The sigh as a resetting mechanism makes a lot of sense. The respiratory system is highly complex, with many different feedback mechanisms, such as the sensing of carbon dioxide and oxygen levels, as well as pH levels, in the blood. To add even further complexity, such feedback mechanisms interact with other systems, such as the cardiovascular system, as well. And, of course, there is the need to respond to internal and external demands.

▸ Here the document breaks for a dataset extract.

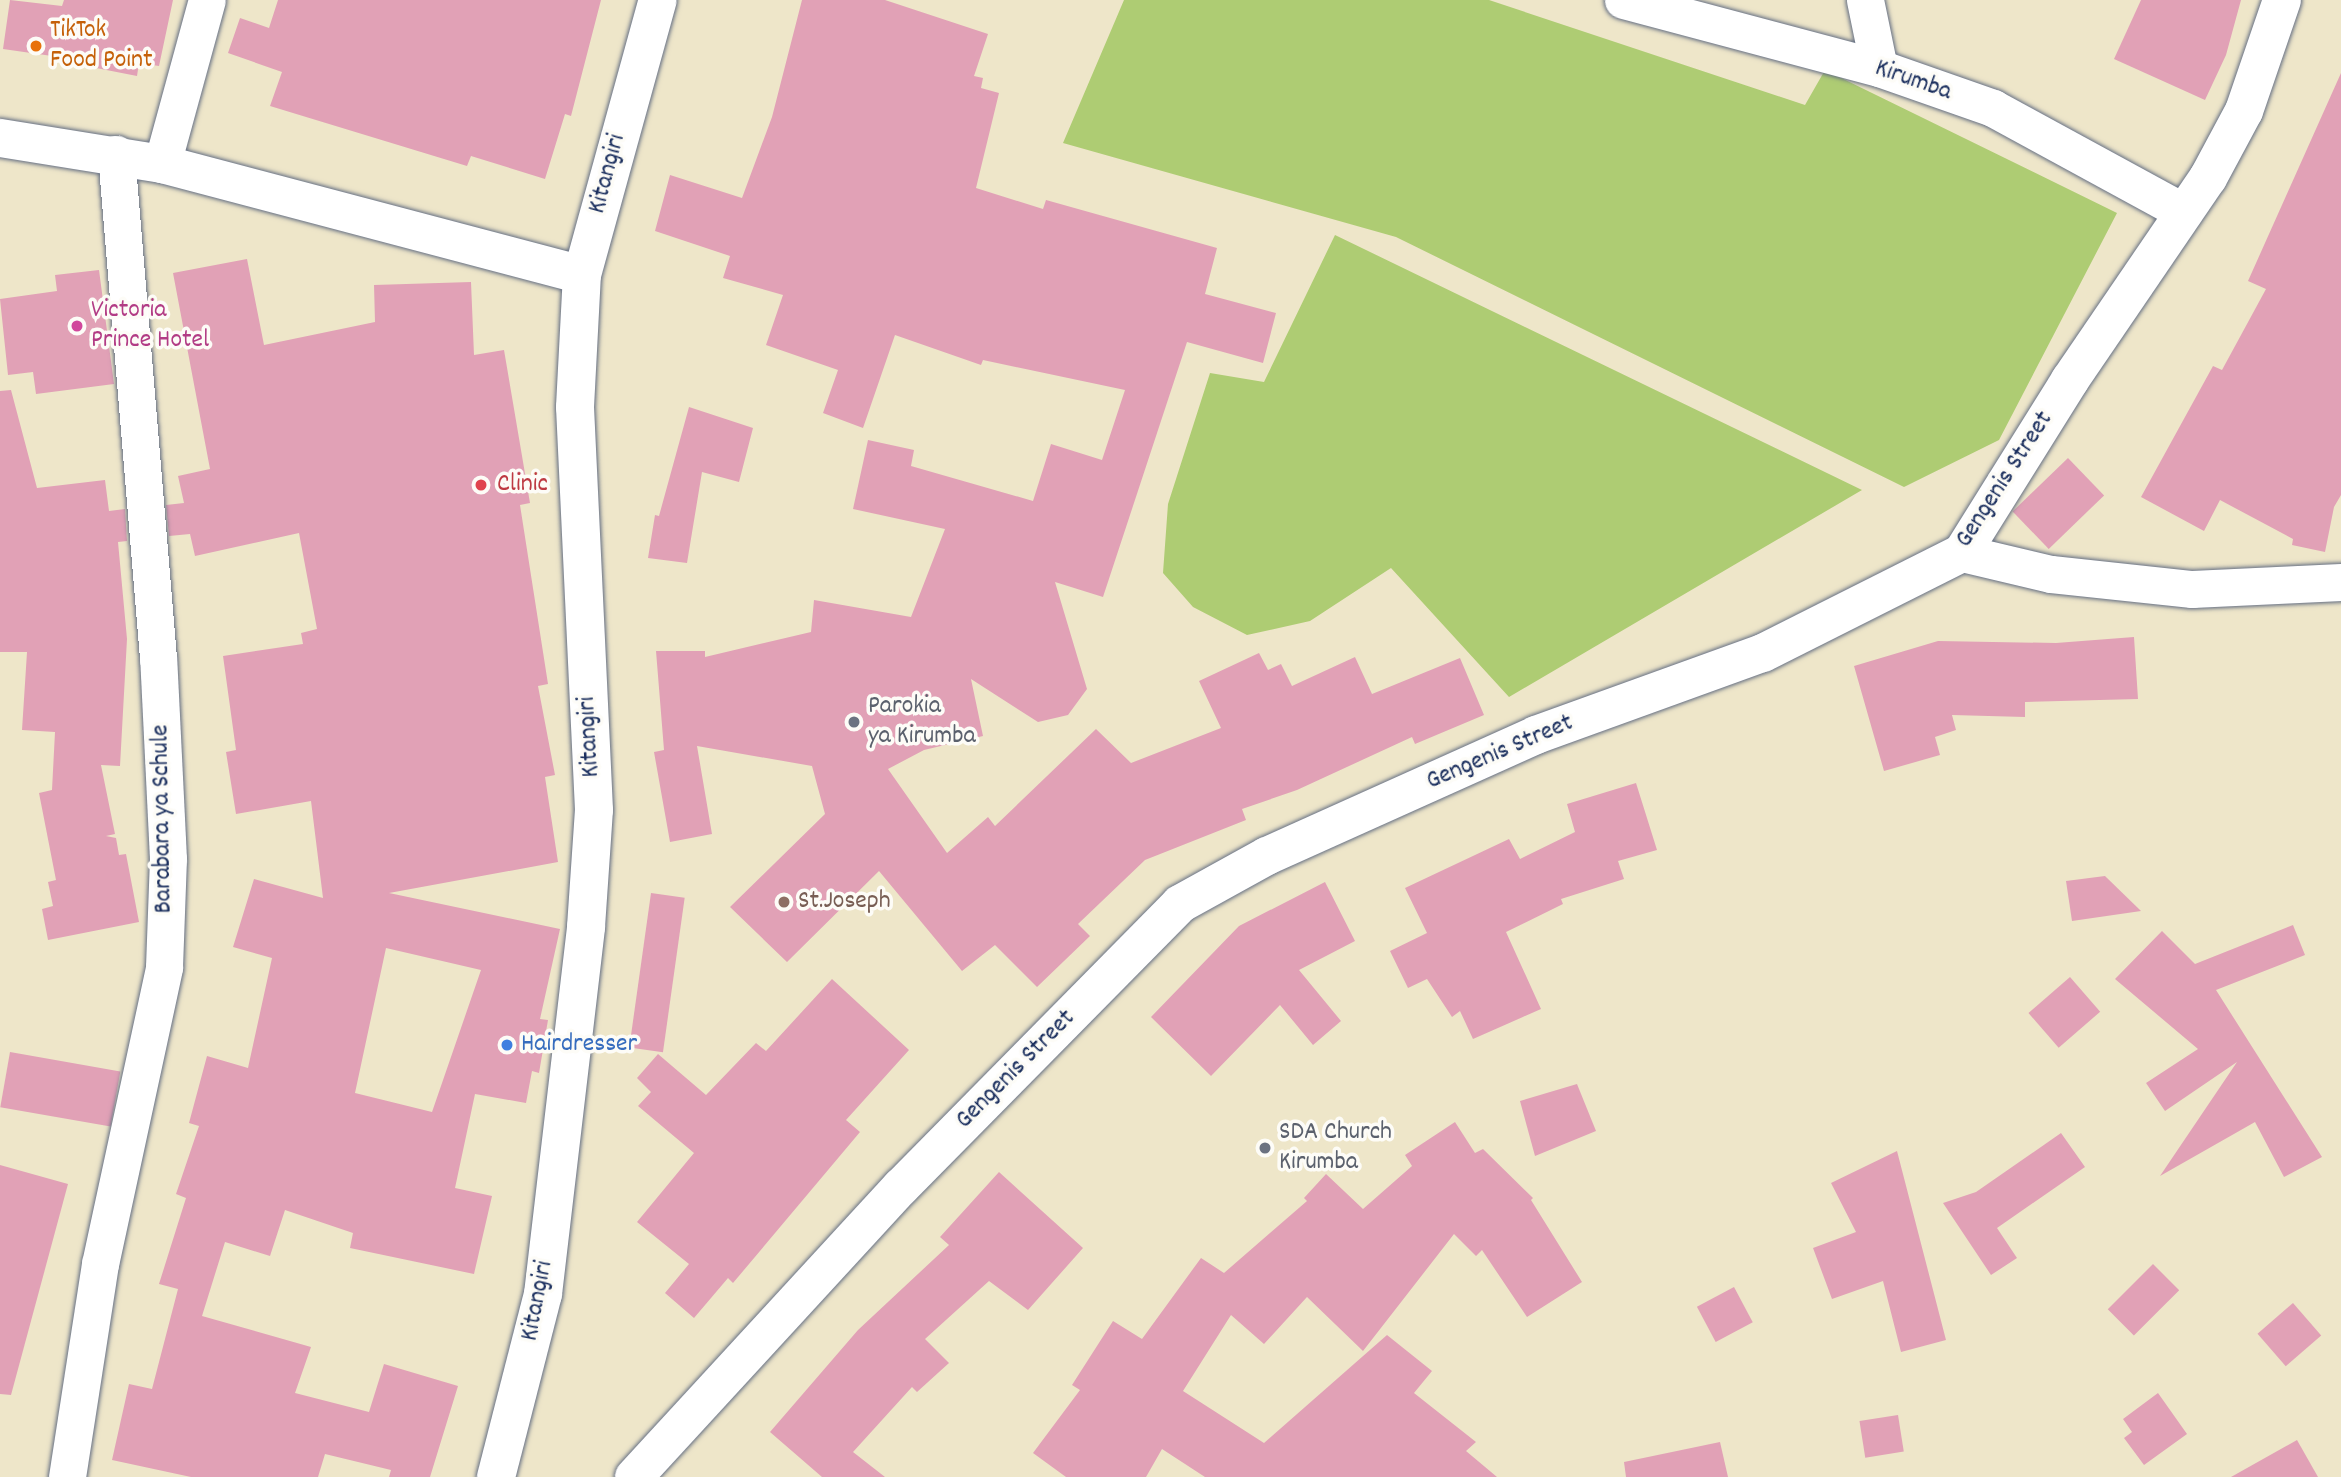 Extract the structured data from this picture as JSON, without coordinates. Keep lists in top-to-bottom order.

The sigh as a resetting mechanism fits in here, now. If the balance is out, a sigh can right the balance. A sigh, which Vlemincx and colleagues defined for their 2010 study as a breath at least 2.5 times deeper than the prior baseline, offers a sense of relief from emotional and mental loads.

Sighing: Letting Go and Hitting Reset

It is surprising that sighing has not been a topic of empirical psychological research until the twenty-first century. About the only place sighing makes an appearance is in studies of panic disorder, where it has been shown that such patients “hit reset” about twice as frequently as control subjects — an average of 21 times versus 10.8 times over a thirty-minute period of sitting quietly in a comfortable chair. Yet, there has been little interest in the interpretation of sighs generally, although there are certainly folk psychology understandings.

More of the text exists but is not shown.